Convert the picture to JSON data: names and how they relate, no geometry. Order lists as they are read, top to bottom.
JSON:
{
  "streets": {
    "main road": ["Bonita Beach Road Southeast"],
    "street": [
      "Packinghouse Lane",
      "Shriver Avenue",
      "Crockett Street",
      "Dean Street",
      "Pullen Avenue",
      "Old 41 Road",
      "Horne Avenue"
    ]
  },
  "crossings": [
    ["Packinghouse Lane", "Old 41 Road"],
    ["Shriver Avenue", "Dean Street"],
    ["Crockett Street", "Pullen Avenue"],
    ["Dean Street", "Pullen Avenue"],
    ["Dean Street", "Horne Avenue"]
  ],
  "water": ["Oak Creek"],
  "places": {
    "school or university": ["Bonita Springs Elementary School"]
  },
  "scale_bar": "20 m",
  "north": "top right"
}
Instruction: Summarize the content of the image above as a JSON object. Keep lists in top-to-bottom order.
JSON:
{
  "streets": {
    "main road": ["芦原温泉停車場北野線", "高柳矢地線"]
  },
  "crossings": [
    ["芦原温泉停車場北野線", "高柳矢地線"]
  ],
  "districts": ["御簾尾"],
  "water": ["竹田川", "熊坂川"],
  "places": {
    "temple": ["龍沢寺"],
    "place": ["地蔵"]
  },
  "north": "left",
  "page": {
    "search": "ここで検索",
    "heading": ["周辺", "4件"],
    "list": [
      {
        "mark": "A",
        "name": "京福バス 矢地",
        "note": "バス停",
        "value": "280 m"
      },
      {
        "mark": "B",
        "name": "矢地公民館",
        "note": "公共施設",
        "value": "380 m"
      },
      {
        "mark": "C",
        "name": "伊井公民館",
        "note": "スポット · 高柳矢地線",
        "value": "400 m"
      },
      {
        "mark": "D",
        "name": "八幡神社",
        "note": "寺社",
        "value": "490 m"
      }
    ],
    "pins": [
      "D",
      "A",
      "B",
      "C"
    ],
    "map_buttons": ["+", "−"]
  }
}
####################
(PROBLEM) Retype each entry without altering a single word.

(SOLVED PROBLEM)
Convert the picture to JSON data: names and how they relate, no geometry. Order lists as they are read, top to bottom.
JSON:
{
  "streets": {
    "main road": ["Bonita Beach Road Southeast"],
    "street": [
      "Packinghouse Lane",
      "Shriver Avenue",
      "Crockett Street",
      "Dean Street",
      "Pullen Avenue",
      "Old 41 Road",
      "Horne Avenue"
    ]
  },
  "crossings": [
    ["Packinghouse Lane", "Old 41 Road"],
    ["Shriver Avenue", "Dean Street"],
    ["Crockett Street", "Pullen Avenue"],
    ["Dean Street", "Pullen Avenue"],
    ["Dean Street", "Horne Avenue"]
  ],
  "water": ["Oak Creek"],
  "places": {
    "school or university": ["Bonita Springs Elementary School"]
  },
  "scale_bar": "20 m",
  "north": "top right"
}
Instruction: Summarize the content of the image above as a JSON object. Keep lists in top-to-bottom order.
JSON:
{
  "streets": {
    "main road": ["芦原温泉停車場北野線", "高柳矢地線"]
  },
  "crossings": [
    ["芦原温泉停車場北野線", "高柳矢地線"]
  ],
  "districts": ["御簾尾"],
  "water": ["竹田川", "熊坂川"],
  "places": {
    "temple": ["龍沢寺"],
    "place": ["地蔵"]
  },
  "north": "left",
  "page": {
    "search": "ここで検索",
    "heading": ["周辺", "4件"],
    "list": [
      {
        "mark": "A",
        "name": "京福バス 矢地",
        "note": "バス停",
        "value": "280 m"
      },
      {
        "mark": "B",
        "name": "矢地公民館",
        "note": "公共施設",
        "value": "380 m"
      },
      {
        "mark": "C",
        "name": "伊井公民館",
        "note": "スポット · 高柳矢地線",
        "value": "400 m"
      },
      {
        "mark": "D",
        "name": "八幡神社",
        "note": "寺社",
        "value": "490 m"
      }
    ],
    "pins": [
      "D",
      "A",
      "B",
      "C"
    ],
    "map_buttons": ["+", "−"]
  }
}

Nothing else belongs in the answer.